South Africa's last white president, Frederik Willem (FW) de Klerk, died on Thursday morning at his home in Cape Town, the FW de Klerk Foundation said in a statement. He was 85.
"Former President FW de Klerk died peacefully at his home in Fresnaye earlier this morning following his struggle against mesothelioma cancer," the statement said.
De Klerk, 85, headed South Africa's white minority government until 1994, when Nelson Mandela's African National Congress party swept to power.
He shared the Nobel Peace Prize with Mandela, but his role in the transition to democracy remains highly contested more than 20 years after the end of apartheid.
He was diagnosed in March with mesothelioma, a cancer that affects the tissue lining the lungs.
"He is survived by his wife Elita, his children Jan and Susan and his grandchildren," the foundation said, adding that the family would in due course make an announcement regarding funeral arrangements.
Berlin Wall falls, apartheid ends
Hailing from a prominent White Afrikaner family, de Klerk evolved into a moderate reformer influenced by the ideological changes in the late 1980s that saw Mikhail Gorbachev implement his "perestroika" or political "opening" in the Soviet Union. While de Klerk was in favour of gradual change, the rapid end of the apartheid system was achieved, under his watch, without major violence.
"The first few months of my presidency coincided with the disintegration of communism in Eastern Europe," de Klerk wrote in his autobiography, "The Last Trek: A New Beginning".
"Within the scope of a few months, one of our main strategic concerns for decades was gone," he wrote. "A window had suddenly opened which created an opportunity for a much more adventurous approach than had been previously conceivable."

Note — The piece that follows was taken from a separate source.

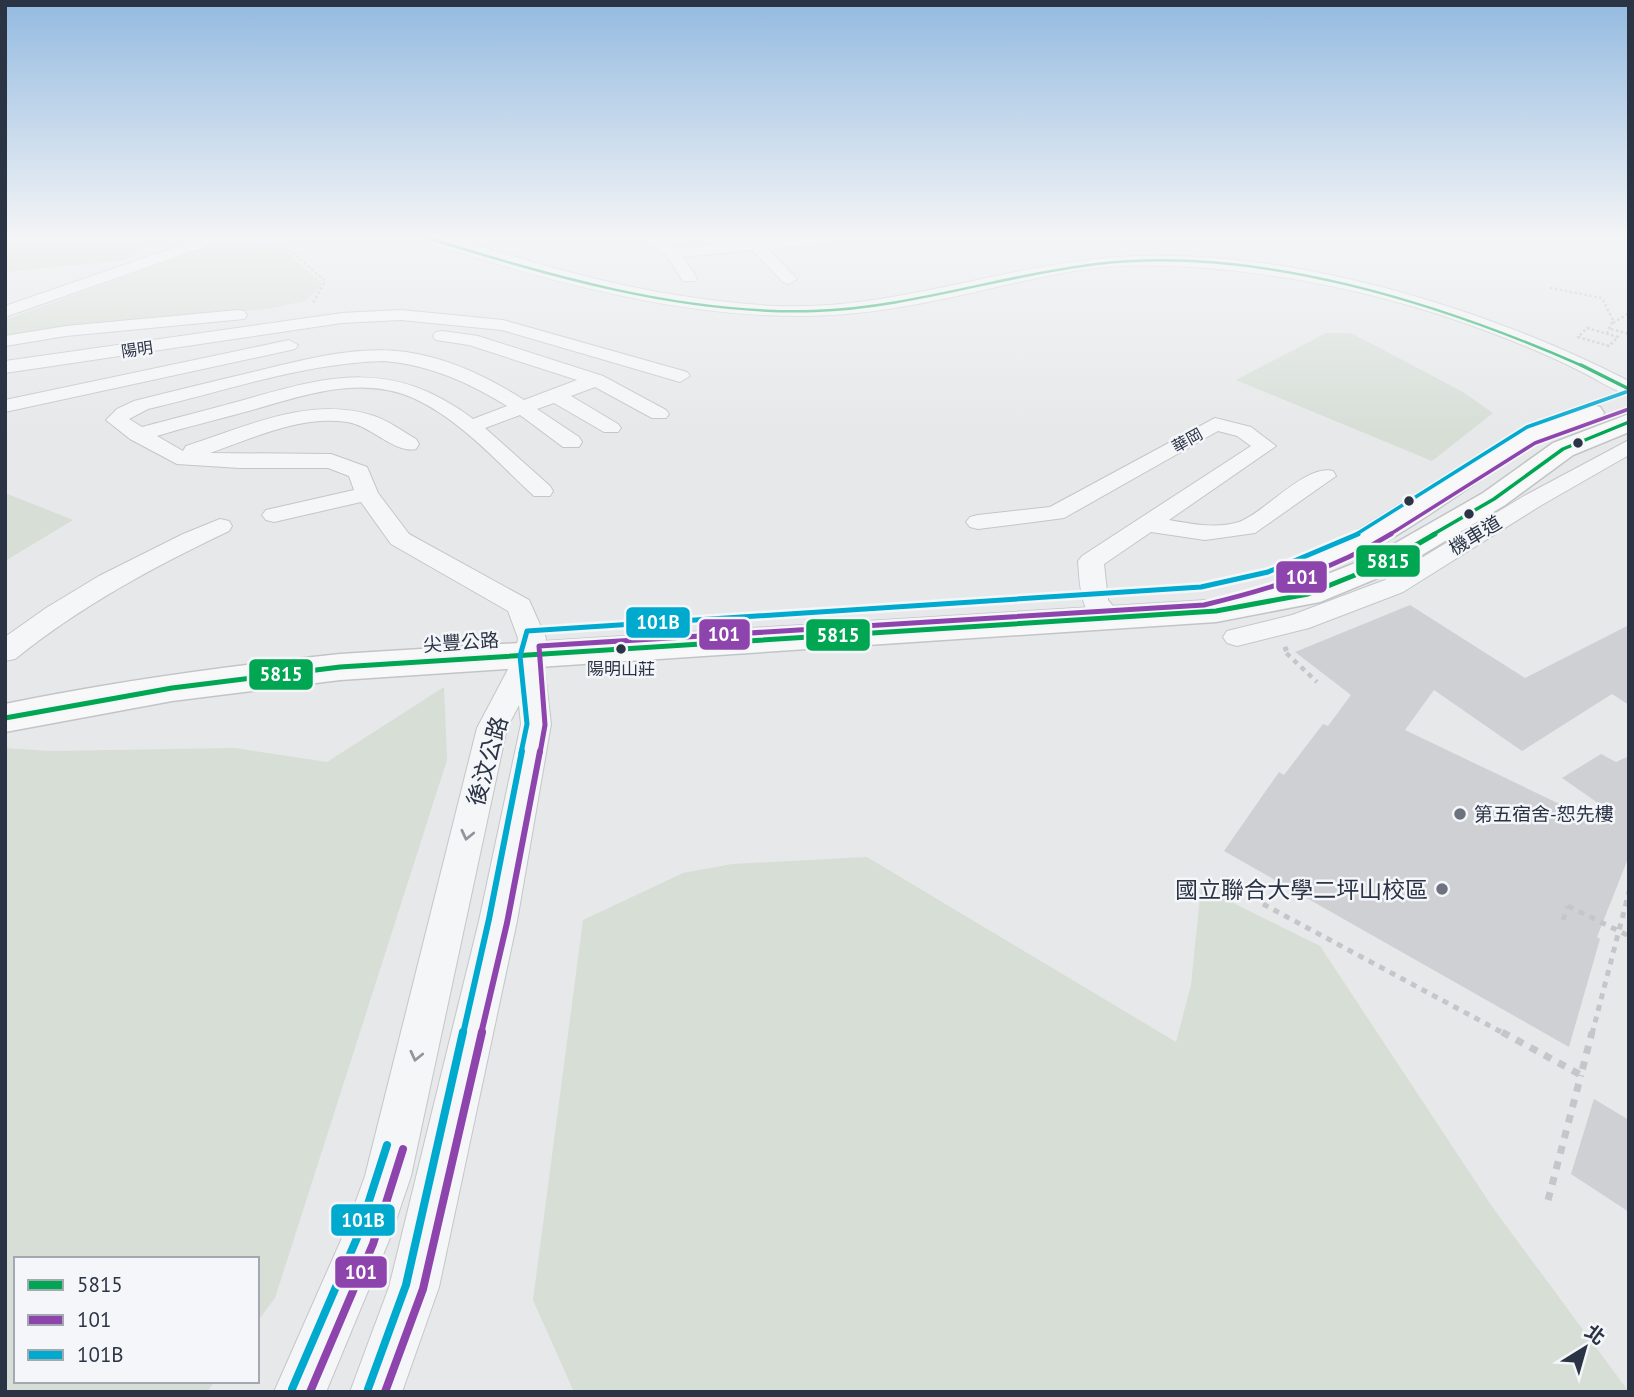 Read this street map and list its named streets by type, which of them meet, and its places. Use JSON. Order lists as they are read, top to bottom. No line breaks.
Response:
{"streets":{"main road":["尖豐公路"],"street":["陽明","華岡","機車道","後汶公路"]},"crossings":[["華岡","尖豐公路"],["尖豐公路","後汶公路"]],"places":["陽明山莊","第五宿舍-恕先樓","國立聯合大學二坪山校區"],"lines":["transit line 5815","transit line 101B","transit line 101"],"legend":["5815","101","101B"],"north":"top right"} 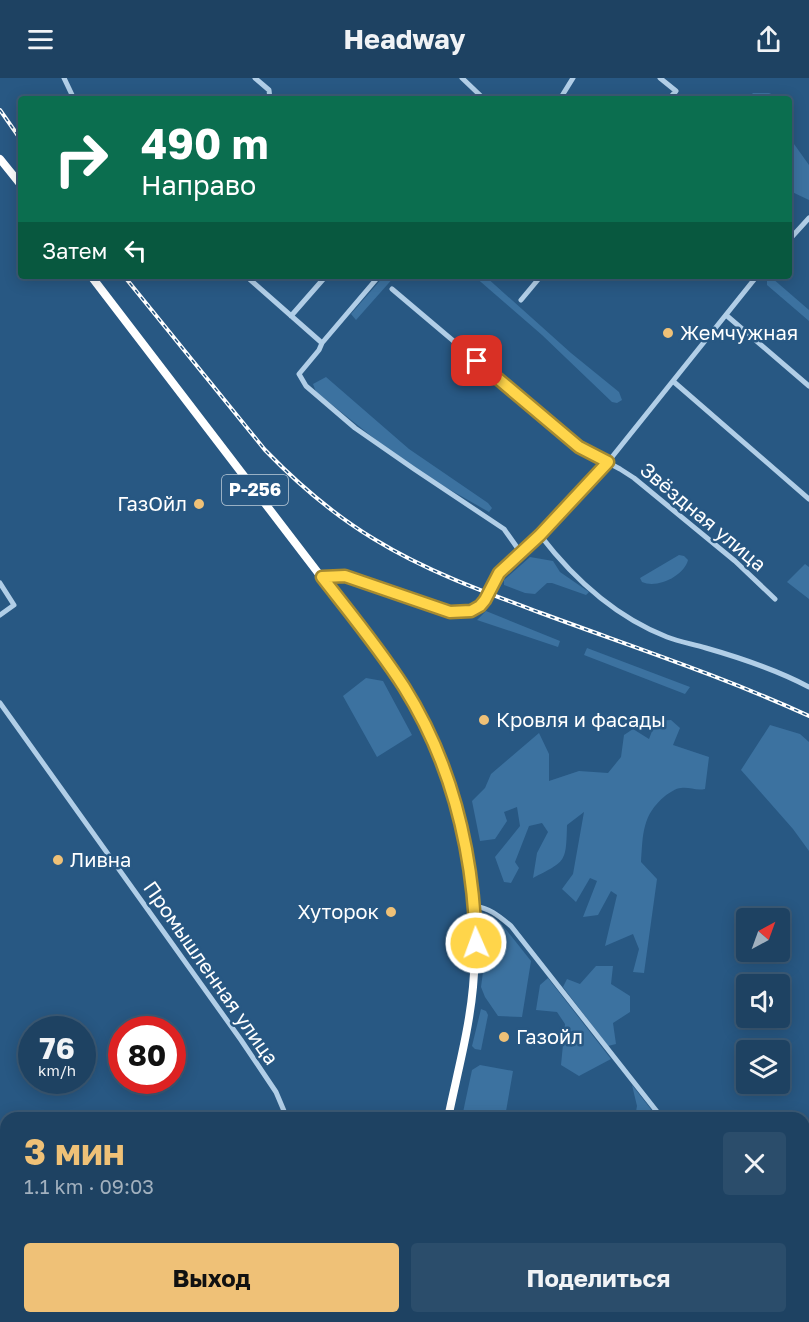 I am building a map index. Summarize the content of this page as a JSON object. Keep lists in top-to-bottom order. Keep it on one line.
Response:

He is most remembered for his February 1990 speech, announcing the lifting of the ban on the African National Congress (ANC) and other liberation movements.
In the same speech he ordered the release from prison of anti-apartheid icon Mandela after 27 years in jail.
Fearing a leak and a backlash from right-wing Whites, de Klerk had kept the momentous decision secret from all but a handful of cabinet ministers. Even his wife was in the dark until she and de Klerk were heading to parliament.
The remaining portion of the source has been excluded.